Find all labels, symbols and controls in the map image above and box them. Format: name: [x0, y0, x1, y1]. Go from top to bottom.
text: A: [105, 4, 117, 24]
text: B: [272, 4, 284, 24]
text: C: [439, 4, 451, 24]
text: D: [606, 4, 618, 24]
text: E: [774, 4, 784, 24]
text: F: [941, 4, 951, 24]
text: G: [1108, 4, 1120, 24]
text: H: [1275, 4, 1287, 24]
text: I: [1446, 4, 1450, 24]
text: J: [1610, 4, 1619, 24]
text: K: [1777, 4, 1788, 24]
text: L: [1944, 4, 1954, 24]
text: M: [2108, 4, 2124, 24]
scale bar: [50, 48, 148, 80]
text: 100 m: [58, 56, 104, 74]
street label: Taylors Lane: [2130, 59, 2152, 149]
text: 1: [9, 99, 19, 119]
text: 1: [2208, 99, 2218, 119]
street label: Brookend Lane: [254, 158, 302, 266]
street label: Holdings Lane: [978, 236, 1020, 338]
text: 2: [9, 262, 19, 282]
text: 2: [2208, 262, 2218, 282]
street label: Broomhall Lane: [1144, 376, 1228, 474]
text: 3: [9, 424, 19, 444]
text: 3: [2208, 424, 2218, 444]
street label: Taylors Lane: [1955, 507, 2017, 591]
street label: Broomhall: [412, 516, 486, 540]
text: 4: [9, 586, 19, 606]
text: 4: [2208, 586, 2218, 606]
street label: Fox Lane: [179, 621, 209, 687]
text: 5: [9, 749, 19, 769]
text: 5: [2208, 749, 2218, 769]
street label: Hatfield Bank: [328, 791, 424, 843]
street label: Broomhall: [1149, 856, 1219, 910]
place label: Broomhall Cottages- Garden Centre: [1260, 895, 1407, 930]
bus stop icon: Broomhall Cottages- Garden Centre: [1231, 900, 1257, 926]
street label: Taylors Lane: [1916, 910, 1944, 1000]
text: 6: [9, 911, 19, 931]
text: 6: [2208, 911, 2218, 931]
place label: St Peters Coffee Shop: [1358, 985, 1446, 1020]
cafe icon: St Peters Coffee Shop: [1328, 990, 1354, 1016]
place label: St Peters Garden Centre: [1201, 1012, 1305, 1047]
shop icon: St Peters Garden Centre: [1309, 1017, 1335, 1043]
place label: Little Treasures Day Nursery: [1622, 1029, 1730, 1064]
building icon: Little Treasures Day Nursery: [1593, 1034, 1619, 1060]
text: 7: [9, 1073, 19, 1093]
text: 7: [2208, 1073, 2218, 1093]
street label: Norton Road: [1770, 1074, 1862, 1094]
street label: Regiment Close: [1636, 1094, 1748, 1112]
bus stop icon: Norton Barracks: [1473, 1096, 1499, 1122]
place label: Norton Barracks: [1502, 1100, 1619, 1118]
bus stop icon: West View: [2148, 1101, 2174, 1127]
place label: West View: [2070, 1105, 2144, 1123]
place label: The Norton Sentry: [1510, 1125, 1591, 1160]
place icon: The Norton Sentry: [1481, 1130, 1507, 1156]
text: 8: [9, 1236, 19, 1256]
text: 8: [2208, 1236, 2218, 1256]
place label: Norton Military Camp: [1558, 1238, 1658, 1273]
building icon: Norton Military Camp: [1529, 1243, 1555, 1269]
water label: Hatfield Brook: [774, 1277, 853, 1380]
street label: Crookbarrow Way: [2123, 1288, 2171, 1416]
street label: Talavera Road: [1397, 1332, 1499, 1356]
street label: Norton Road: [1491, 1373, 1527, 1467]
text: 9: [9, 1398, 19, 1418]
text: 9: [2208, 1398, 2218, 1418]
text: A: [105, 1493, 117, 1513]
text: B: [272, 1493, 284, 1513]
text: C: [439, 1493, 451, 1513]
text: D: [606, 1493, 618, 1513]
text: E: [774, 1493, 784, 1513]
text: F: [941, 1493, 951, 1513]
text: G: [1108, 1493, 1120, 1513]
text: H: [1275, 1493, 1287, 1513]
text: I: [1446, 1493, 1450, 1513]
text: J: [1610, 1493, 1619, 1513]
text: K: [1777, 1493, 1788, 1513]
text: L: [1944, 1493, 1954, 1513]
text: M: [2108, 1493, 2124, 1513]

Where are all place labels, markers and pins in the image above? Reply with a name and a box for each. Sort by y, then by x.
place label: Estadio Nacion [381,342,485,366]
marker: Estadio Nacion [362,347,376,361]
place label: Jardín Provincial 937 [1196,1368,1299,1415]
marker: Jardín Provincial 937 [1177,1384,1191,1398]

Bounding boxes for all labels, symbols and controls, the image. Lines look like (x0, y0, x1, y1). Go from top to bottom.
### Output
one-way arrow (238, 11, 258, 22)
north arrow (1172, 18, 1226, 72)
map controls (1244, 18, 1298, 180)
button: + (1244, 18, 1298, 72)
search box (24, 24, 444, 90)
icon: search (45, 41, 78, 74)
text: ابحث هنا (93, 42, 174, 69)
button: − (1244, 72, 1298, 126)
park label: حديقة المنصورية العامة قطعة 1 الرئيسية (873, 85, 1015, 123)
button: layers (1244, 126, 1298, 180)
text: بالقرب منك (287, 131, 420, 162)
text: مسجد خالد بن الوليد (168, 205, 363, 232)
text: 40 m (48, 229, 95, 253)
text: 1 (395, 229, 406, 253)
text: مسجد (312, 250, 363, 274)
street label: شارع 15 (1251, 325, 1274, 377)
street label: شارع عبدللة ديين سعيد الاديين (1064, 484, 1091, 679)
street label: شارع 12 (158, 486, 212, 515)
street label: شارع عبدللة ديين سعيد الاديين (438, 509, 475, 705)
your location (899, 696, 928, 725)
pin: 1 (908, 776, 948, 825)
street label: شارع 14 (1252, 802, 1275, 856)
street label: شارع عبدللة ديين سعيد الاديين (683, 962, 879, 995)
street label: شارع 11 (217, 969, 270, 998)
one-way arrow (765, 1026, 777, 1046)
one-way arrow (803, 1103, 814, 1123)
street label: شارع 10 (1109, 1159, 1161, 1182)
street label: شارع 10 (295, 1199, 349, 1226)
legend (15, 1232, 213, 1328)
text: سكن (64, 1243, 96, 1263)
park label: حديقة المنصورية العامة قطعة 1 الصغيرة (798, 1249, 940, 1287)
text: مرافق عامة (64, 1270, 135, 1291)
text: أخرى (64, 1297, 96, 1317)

################

Assignment:
All the records above need to be transcribed exactly and in full.

Exercise solution:
Find all labels, symbols and controls in the map image above and box them. Format: name: [x0, y0, x1, y1]. Go from top to bottom.
text: A: [105, 4, 117, 24]
text: B: [272, 4, 284, 24]
text: C: [439, 4, 451, 24]
text: D: [606, 4, 618, 24]
text: E: [774, 4, 784, 24]
text: F: [941, 4, 951, 24]
text: G: [1108, 4, 1120, 24]
text: H: [1275, 4, 1287, 24]
text: I: [1446, 4, 1450, 24]
text: J: [1610, 4, 1619, 24]
text: K: [1777, 4, 1788, 24]
text: L: [1944, 4, 1954, 24]
text: M: [2108, 4, 2124, 24]
scale bar: [50, 48, 148, 80]
text: 100 m: [58, 56, 104, 74]
street label: Taylors Lane: [2130, 59, 2152, 149]
text: 1: [9, 99, 19, 119]
text: 1: [2208, 99, 2218, 119]
street label: Brookend Lane: [254, 158, 302, 266]
street label: Holdings Lane: [978, 236, 1020, 338]
text: 2: [9, 262, 19, 282]
text: 2: [2208, 262, 2218, 282]
street label: Broomhall Lane: [1144, 376, 1228, 474]
text: 3: [9, 424, 19, 444]
text: 3: [2208, 424, 2218, 444]
street label: Taylors Lane: [1955, 507, 2017, 591]
street label: Broomhall: [412, 516, 486, 540]
text: 4: [9, 586, 19, 606]
text: 4: [2208, 586, 2218, 606]
street label: Fox Lane: [179, 621, 209, 687]
text: 5: [9, 749, 19, 769]
text: 5: [2208, 749, 2218, 769]
street label: Hatfield Bank: [328, 791, 424, 843]
street label: Broomhall: [1149, 856, 1219, 910]
place label: Broomhall Cottages- Garden Centre: [1260, 895, 1407, 930]
bus stop icon: Broomhall Cottages- Garden Centre: [1231, 900, 1257, 926]
street label: Taylors Lane: [1916, 910, 1944, 1000]
text: 6: [9, 911, 19, 931]
text: 6: [2208, 911, 2218, 931]
place label: St Peters Coffee Shop: [1358, 985, 1446, 1020]
cafe icon: St Peters Coffee Shop: [1328, 990, 1354, 1016]
place label: St Peters Garden Centre: [1201, 1012, 1305, 1047]
shop icon: St Peters Garden Centre: [1309, 1017, 1335, 1043]
place label: Little Treasures Day Nursery: [1622, 1029, 1730, 1064]
building icon: Little Treasures Day Nursery: [1593, 1034, 1619, 1060]
text: 7: [9, 1073, 19, 1093]
text: 7: [2208, 1073, 2218, 1093]
street label: Norton Road: [1770, 1074, 1862, 1094]
street label: Regiment Close: [1636, 1094, 1748, 1112]
bus stop icon: Norton Barracks: [1473, 1096, 1499, 1122]
place label: Norton Barracks: [1502, 1100, 1619, 1118]
bus stop icon: West View: [2148, 1101, 2174, 1127]
place label: West View: [2070, 1105, 2144, 1123]
place label: The Norton Sentry: [1510, 1125, 1591, 1160]
place icon: The Norton Sentry: [1481, 1130, 1507, 1156]
text: 8: [9, 1236, 19, 1256]
text: 8: [2208, 1236, 2218, 1256]
place label: Norton Military Camp: [1558, 1238, 1658, 1273]
building icon: Norton Military Camp: [1529, 1243, 1555, 1269]
water label: Hatfield Brook: [774, 1277, 853, 1380]
street label: Crookbarrow Way: [2123, 1288, 2171, 1416]
street label: Talavera Road: [1397, 1332, 1499, 1356]
street label: Norton Road: [1491, 1373, 1527, 1467]
text: 9: [9, 1398, 19, 1418]
text: 9: [2208, 1398, 2218, 1418]
text: A: [105, 1493, 117, 1513]
text: B: [272, 1493, 284, 1513]
text: C: [439, 1493, 451, 1513]
text: D: [606, 1493, 618, 1513]
text: E: [774, 1493, 784, 1513]
text: F: [941, 1493, 951, 1513]
text: G: [1108, 1493, 1120, 1513]
text: H: [1275, 1493, 1287, 1513]
text: I: [1446, 1493, 1450, 1513]
text: J: [1610, 1493, 1619, 1513]
text: K: [1777, 1493, 1788, 1513]
text: L: [1944, 1493, 1954, 1513]
text: M: [2108, 1493, 2124, 1513]

Where are all place labels, markers and pins in the image above? Reply with a name and a box for each. Sort by y, then by x.
place label: Estadio Nacion [381,342,485,366]
marker: Estadio Nacion [362,347,376,361]
place label: Jardín Provincial 937 [1196,1368,1299,1415]
marker: Jardín Provincial 937 [1177,1384,1191,1398]

Bounding boxes for all labels, symbols and controls, the image. Lines look like (x0, y0, x1, y1). Go from top to bottom.
### Output
one-way arrow (238, 11, 258, 22)
north arrow (1172, 18, 1226, 72)
map controls (1244, 18, 1298, 180)
button: + (1244, 18, 1298, 72)
search box (24, 24, 444, 90)
icon: search (45, 41, 78, 74)
text: ابحث هنا (93, 42, 174, 69)
button: − (1244, 72, 1298, 126)
park label: حديقة المنصورية العامة قطعة 1 الرئيسية (873, 85, 1015, 123)
button: layers (1244, 126, 1298, 180)
text: بالقرب منك (287, 131, 420, 162)
text: مسجد خالد بن الوليد (168, 205, 363, 232)
text: 40 m (48, 229, 95, 253)
text: 1 (395, 229, 406, 253)
text: مسجد (312, 250, 363, 274)
street label: شارع 15 (1251, 325, 1274, 377)
street label: شارع عبدللة ديين سعيد الاديين (1064, 484, 1091, 679)
street label: شارع 12 (158, 486, 212, 515)
street label: شارع عبدللة ديين سعيد الاديين (438, 509, 475, 705)
your location (899, 696, 928, 725)
pin: 1 (908, 776, 948, 825)
street label: شارع 14 (1252, 802, 1275, 856)
street label: شارع عبدللة ديين سعيد الاديين (683, 962, 879, 995)
street label: شارع 11 (217, 969, 270, 998)
one-way arrow (765, 1026, 777, 1046)
one-way arrow (803, 1103, 814, 1123)
street label: شارع 10 (1109, 1159, 1161, 1182)
street label: شارع 10 (295, 1199, 349, 1226)
legend (15, 1232, 213, 1328)
text: سكن (64, 1243, 96, 1263)
park label: حديقة المنصورية العامة قطعة 1 الصغيرة (798, 1249, 940, 1287)
text: مرافق عامة (64, 1270, 135, 1291)
text: أخرى (64, 1297, 96, 1317)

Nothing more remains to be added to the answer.